The questions considered in the companion cases are:
- In Hobby Lobby: “Whether RFRA allows a for-profit corporation to deny its employees the health coverage of contraceptives to which the employees are otherwise entitled by federal law, based on the religious objections of the corporation’s owners.”
- In Conestoga Wood: “Whether the religious owners of a family business, or their closely-held, for-profit corporation, have free exercise rights that are violated by the application of the contraceptive-coverage Mandate of the ACA.”
Courts are split on whether a closely held corporation, either in its own right or through its owners, may exercise religion, as contemplated by the First Amendment’s free exercise clause. The questions asked by the Justices reflected a (not surprising) split in whether a for-profit business may even exercise religion.
In the Hobby Lobby Stores case, the Tenth Circuit held that two corporations and their owners would probably prevail on the argument that the mandate violates the Religious Freedom Restoration Act, (RFRA), because it require the corporations either to provide insurance coverage for contraceptives in violation of their religious beliefs or pay a fine. In the Conestoga Wood Specialties case (involving a Mennonite family’s woodworking business), however, the Third Circuit reached the opposite conclusion.
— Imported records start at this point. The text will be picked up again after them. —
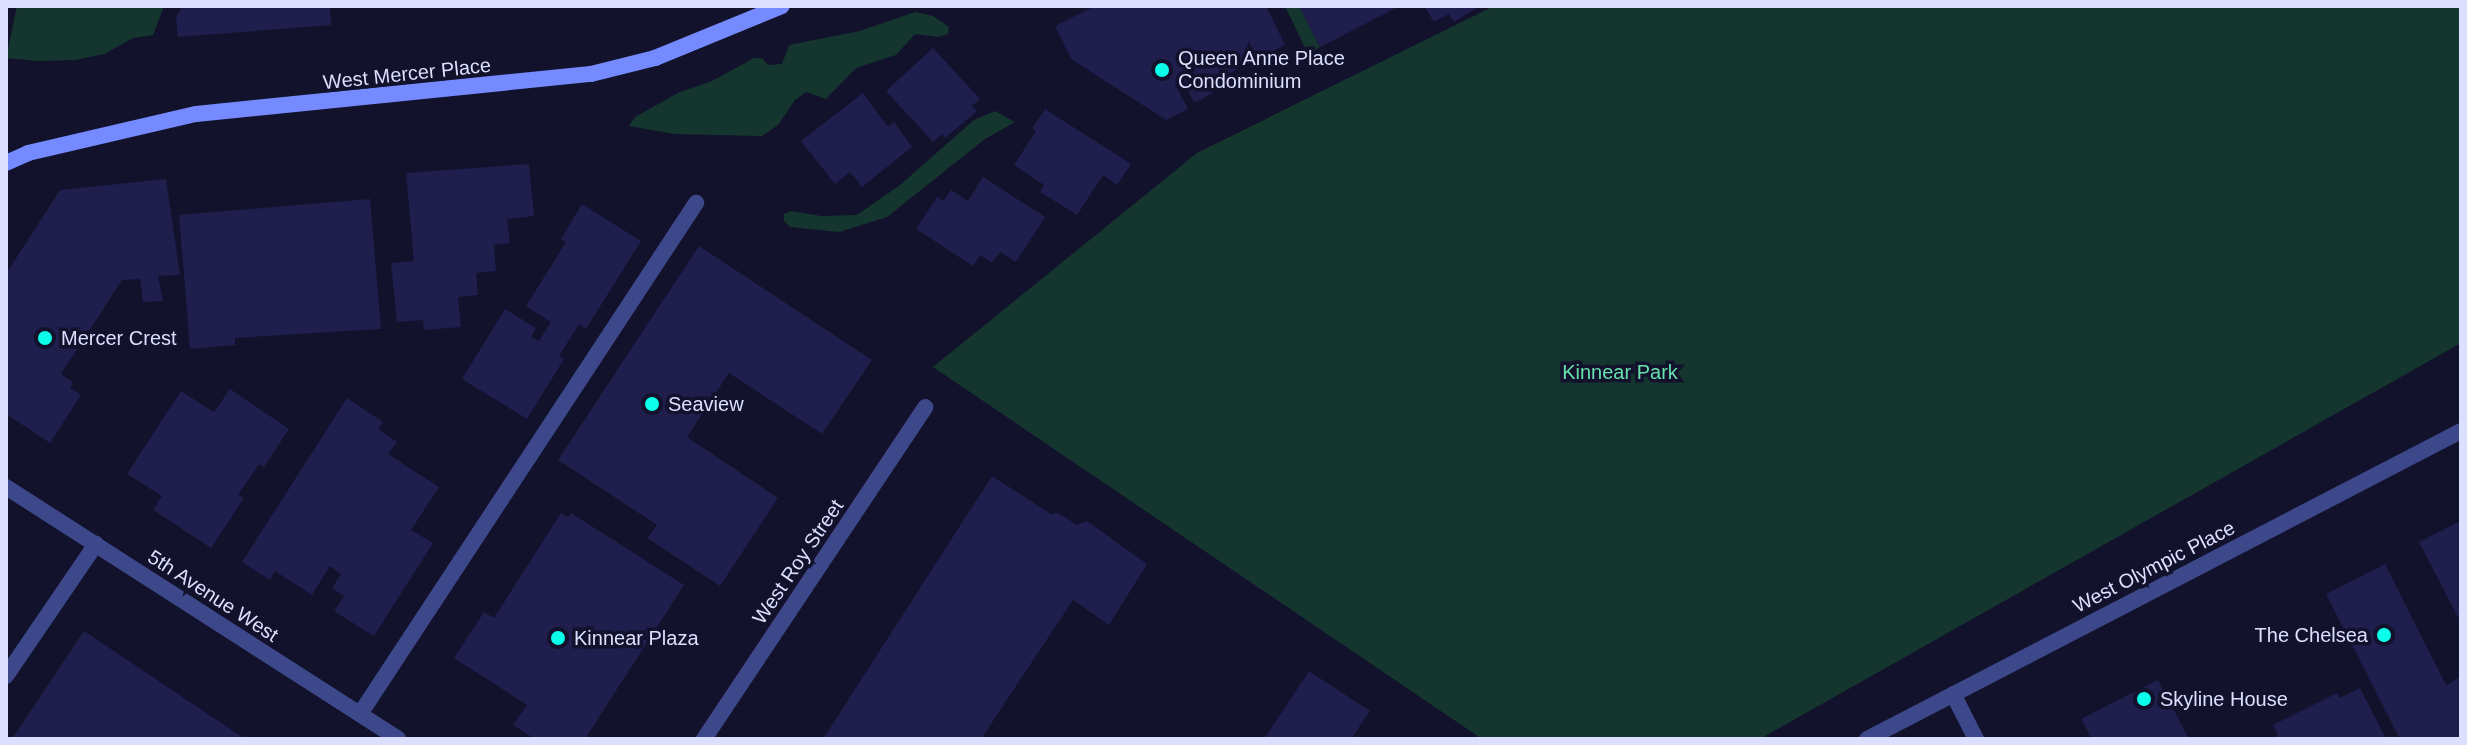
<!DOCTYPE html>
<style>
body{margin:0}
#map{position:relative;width:2467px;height:745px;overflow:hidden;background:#12122c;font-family:Helvetica,sans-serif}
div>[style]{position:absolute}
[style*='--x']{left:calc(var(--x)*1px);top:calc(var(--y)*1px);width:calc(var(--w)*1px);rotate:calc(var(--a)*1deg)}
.green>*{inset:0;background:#15362f}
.building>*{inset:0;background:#1f1e4d}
.service>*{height:16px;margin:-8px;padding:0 8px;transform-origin:8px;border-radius:8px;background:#3d488b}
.minor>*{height:16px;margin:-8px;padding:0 8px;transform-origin:8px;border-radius:8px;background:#3d488b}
.tertiary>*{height:16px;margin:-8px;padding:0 8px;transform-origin:8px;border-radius:8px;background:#3d488b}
.secondary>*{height:16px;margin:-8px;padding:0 8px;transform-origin:8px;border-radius:8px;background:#748afe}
.dots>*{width:22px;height:22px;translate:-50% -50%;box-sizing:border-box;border:4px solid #12122c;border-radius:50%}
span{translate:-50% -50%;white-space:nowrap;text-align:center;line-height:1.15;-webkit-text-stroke:7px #12122c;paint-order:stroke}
.poi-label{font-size:20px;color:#dddfff}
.left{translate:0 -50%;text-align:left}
.right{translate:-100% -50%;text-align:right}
.street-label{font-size:20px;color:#dddfff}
.park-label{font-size:20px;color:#67e1ac}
.frame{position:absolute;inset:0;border:8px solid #dddfff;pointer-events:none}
</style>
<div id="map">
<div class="green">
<i style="clip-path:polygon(17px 6px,164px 6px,153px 35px,133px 38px,104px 54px,75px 60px,38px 61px,6px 58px)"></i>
<i style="clip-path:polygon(1285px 6px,1299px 6px,1320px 47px,1308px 54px)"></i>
<i style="clip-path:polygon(1494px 6px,2461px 6px,2461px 343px,1760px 739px,1482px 739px,933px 367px,1197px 153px)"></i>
<i style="clip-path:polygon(915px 12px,933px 16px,949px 27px,948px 34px,938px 37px,915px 34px,896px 55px,856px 68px,826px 99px,806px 92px,795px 100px,778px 125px,762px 136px,674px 134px,629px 126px,635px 117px,680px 92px,712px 81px,754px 58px,762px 58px,768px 65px,782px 64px,789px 45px,860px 31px)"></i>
<i style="clip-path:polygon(995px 111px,1015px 122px,985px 139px,887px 217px,839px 232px,790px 227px,784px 221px,784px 214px,791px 211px,821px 216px,857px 215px,900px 185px,974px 120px)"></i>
</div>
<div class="building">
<i style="clip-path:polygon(183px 6px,330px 6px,331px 25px,178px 37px,176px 17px)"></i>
<i style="clip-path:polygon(1095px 6px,1266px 6px,1285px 45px,1208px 84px,1213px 93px,1194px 103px,1183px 80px,1175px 84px,1188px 109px,1166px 120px,1071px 59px,1055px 26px)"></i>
<i style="clip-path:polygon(1299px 6px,1400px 6px,1320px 47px)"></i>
<i style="clip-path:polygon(1424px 6px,1480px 6px,1454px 22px,1449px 14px,1434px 22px)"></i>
<i style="clip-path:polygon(933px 48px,980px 99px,972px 106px,977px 111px,945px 138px,942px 134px,933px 142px,886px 91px)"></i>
<i style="clip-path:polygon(863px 93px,888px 127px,894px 122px,912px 147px,862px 187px,850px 172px,835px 184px,801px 141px)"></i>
<i style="clip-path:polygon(1045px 109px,1131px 164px,1117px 185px,1103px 175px,1077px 215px,1040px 192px,1044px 185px,1014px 165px,1036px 131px,1032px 128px)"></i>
<i style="clip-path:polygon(529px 164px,534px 216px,507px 219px,510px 243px,494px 245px,496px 271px,476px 273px,478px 295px,458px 297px,461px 327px,424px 330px,423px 320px,397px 322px,391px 263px,414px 261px,406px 173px)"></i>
<i style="clip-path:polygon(983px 177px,1045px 217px,1016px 262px,1000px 252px,992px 263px,980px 255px,973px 266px,916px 229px,937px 197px,943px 201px,951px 190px,968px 201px)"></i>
<i style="clip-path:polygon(166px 179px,180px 275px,158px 276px,163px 301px,143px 302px,140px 279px,122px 280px,61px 374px,73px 382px,70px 388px,81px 395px,50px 443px,6px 414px,6px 274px,60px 190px)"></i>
<i style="clip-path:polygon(370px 199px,381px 329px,235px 338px,235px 345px,190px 349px,179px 215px)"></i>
<i style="clip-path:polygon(582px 204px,641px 241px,586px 329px,579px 324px,559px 356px,564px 359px,527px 419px,462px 379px,505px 309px,536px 328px,531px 337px,539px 341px,551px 322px,526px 306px,566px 242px,561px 239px)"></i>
<i style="clip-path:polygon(699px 246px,872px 360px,822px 434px,729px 373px,687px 437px,778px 498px,720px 586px,647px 538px,657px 525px,558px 460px)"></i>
<i style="clip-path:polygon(230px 389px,289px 429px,264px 467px,259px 464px,238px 495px,244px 498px,211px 548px,153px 510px,162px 496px,127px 474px,181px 391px,214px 412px)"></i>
<i style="clip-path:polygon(347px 398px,383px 422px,378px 429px,397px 442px,388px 454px,439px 487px,411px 530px,433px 543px,374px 636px,334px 611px,344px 596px,332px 588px,341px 574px,330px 566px,312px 595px,275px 571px,270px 580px,242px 562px)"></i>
<i style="clip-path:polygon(992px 476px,1051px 514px,1058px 513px,1077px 525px,1087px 521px,1147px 564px,1109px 625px,1073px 600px,981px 739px,823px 739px)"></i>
<i style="clip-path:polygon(561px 513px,568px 517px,571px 513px,684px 585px,585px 739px,535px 739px,513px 725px,527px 705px,454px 658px,484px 612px,494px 618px)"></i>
<i style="clip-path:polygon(2461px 521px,2461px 623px,2419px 542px)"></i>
<i style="clip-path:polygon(2385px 564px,2446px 685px,2461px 677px,2461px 739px,2400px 739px,2326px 594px)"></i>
<i style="clip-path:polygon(84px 631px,245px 739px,12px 739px)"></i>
<i style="clip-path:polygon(1309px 671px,1370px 711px,1351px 739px,1264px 739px)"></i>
<i style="clip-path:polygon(2158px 680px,2189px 739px,2092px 739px,2081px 719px)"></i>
<i style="clip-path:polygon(2360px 688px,2386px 739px,2270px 739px,2278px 735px,2273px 725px,2337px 693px,2340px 698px)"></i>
</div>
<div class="service">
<i style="--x:6;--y:676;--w:160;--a:-55.7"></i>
<i style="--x:360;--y:714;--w:612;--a:-56.67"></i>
</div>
<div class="minor">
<i style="--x:6;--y:487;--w:466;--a:32.7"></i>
<i style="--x:1953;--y:694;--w:51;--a:62.9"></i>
<i style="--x:704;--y:739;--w:399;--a:-56.3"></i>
</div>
<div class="tertiary">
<i style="--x:1867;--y:739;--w:669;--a:-27.41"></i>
</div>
<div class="secondary">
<i style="--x:6;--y:163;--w:24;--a:-24"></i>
<i style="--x:28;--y:153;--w:172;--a:-13.1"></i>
<i style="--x:196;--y:114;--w:397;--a:-5.8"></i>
<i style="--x:591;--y:74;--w:66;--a:-14"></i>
<i style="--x:655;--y:58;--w:137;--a:-22.3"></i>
</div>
<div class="dots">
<i style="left:1162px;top:70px;background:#0afeea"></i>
<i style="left:45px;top:338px;background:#0afeea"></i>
<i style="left:652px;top:404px;background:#0afeea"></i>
<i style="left:2384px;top:635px;background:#0afeea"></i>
<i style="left:558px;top:638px;background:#0afeea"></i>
<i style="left:2144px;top:699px;background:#0afeea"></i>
</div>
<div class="poi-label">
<span class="left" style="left:1178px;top:70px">Queen Anne Place<br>Condominium</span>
<span class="left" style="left:61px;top:338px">Mercer Crest</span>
<span class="left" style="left:668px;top:404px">Seaview</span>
<span class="right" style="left:2368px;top:635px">The Chelsea</span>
<span class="left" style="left:574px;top:638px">Kinnear Plaza</span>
<span class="left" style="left:2160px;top:699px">Skyline House</span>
</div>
<div class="street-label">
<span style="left:407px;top:74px;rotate:-6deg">West Mercer Place</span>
<span style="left:798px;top:562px;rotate:-56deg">West Roy Street</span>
<span style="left:2154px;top:567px;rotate:-27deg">West Olympic Place</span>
<span style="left:213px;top:596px;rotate:33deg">5th Avenue West</span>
</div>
<div class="park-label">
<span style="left:1620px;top:372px">Kinnear Park</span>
</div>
<div class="frame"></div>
</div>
The RFRA provides that even by way of a neutral law of general applicability, the federal government cannot place a substantial burden on religious exercise unless the regulation serves a compelling government interest and is the least restrictive means of serving that interest. Justice Kagan, considering the employers’ challenge suggested that to interpret the RFRA as they desire would subject the entire U.S. Code to the “compelling governmental interest” standard.
Justice Scalia pushed Solicitor General Verrilli on whether any case has held that a for-profit enterprise cannot make a freedom of religion claim. Verrilli conceded that there is not, but said that recognizing an exemption from the contraceptive mandate here would “impose a burden on third parties or extinguish rights of third parties, employees or others, and that really can’t be what Congress was thinking about.”
A decision from the Court is expected before the end of its term in June.